▼
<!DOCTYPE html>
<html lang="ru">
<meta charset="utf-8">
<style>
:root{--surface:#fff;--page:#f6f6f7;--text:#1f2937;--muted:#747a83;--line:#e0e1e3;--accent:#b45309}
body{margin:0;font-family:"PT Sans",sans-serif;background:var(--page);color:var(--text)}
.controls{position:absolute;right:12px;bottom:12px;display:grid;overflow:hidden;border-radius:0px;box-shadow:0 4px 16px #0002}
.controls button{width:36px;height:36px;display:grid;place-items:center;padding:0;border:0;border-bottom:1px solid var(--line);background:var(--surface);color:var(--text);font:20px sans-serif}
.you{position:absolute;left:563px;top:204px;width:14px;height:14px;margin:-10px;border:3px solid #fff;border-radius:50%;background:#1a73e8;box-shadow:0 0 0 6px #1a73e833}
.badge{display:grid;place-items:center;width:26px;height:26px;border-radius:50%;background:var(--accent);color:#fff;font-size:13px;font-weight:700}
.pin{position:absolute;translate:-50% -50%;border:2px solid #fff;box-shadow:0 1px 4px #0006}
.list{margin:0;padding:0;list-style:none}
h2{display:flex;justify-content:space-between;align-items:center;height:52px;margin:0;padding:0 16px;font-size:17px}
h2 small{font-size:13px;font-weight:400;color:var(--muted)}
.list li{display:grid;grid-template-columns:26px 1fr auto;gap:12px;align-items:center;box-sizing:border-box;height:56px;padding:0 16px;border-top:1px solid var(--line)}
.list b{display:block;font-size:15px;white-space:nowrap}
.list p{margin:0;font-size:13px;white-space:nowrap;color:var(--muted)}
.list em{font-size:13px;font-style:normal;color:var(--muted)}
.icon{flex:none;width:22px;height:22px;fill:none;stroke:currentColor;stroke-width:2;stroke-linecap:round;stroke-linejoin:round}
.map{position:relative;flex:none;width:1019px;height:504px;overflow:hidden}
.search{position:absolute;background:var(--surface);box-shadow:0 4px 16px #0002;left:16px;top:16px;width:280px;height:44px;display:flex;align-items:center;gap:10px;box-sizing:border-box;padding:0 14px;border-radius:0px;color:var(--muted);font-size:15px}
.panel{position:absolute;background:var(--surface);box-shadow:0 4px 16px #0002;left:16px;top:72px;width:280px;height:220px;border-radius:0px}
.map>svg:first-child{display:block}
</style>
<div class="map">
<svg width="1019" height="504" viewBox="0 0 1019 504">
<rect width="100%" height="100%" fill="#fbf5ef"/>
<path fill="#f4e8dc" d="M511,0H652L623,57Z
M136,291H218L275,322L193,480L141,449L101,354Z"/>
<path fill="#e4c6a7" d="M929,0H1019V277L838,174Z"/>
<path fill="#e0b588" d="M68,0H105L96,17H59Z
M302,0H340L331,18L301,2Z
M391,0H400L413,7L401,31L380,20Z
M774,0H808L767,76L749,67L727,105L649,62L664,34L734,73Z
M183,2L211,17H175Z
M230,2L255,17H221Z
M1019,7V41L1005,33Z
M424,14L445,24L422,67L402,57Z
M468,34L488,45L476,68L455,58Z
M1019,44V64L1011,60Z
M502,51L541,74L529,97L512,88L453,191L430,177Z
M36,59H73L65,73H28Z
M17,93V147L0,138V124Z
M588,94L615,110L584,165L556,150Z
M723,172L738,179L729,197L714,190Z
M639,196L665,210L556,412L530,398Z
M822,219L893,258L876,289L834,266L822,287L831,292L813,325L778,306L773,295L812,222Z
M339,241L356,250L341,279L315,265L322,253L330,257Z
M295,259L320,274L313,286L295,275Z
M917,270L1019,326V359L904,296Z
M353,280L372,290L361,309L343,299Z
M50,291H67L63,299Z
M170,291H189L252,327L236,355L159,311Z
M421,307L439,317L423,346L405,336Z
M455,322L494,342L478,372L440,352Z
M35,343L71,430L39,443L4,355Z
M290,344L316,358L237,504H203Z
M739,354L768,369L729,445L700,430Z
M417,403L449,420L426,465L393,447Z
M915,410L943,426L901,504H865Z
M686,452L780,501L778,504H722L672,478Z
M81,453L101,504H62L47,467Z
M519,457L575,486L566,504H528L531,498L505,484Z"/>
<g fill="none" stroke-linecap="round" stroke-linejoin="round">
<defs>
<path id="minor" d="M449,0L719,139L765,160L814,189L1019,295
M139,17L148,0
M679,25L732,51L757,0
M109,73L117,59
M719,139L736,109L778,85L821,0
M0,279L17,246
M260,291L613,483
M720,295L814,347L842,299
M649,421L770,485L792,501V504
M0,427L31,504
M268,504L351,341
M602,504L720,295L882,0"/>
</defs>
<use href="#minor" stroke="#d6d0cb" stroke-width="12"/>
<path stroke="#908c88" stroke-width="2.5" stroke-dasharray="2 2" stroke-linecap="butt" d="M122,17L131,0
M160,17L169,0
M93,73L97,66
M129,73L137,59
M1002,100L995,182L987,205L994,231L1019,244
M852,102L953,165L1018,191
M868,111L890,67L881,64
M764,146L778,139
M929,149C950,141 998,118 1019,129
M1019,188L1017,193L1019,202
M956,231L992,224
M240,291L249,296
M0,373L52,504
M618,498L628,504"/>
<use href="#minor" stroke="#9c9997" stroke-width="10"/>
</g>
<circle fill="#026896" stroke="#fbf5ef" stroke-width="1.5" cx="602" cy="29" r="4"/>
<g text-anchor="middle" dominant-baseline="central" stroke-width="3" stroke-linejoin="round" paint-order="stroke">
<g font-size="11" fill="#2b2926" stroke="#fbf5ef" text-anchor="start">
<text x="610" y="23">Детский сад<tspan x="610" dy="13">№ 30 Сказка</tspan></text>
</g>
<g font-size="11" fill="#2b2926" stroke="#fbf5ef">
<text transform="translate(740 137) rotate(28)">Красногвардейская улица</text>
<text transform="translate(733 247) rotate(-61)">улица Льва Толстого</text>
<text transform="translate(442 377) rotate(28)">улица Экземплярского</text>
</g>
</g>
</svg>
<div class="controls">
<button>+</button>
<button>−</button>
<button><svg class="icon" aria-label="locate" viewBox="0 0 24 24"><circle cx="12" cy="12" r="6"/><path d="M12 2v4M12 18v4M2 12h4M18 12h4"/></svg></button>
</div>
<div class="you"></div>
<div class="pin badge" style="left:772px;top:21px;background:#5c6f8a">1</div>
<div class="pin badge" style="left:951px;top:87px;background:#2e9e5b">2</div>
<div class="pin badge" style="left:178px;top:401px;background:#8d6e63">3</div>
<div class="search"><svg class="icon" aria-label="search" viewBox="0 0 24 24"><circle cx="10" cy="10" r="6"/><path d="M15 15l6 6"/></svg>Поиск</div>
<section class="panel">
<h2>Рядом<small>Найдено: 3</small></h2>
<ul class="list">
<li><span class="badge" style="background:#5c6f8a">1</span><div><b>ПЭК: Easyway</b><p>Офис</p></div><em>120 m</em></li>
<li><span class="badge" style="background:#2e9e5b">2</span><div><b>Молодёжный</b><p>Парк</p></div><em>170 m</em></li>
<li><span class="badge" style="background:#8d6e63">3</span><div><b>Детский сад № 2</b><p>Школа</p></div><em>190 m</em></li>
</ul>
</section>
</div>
▲
• **Your goal**:
The required output is every line above from the one with "M720,295L814,347L842,299" down to the one with "M764,146L778,139", restated word for word, ends included.

• **Output for this task**:
M720,295L814,347L842,299
M649,421L770,485L792,501V504
M0,427L31,504
M268,504L351,341
M602,504L720,295L882,0"/>
</defs>
<use href="#minor" stroke="#d6d0cb" stroke-width="12"/>
<path stroke="#908c88" stroke-width="2.5" stroke-dasharray="2 2" stroke-linecap="butt" d="M122,17L131,0
M160,17L169,0
M93,73L97,66
M129,73L137,59
M1002,100L995,182L987,205L994,231L1019,244
M852,102L953,165L1018,191
M868,111L890,67L881,64
M764,146L778,139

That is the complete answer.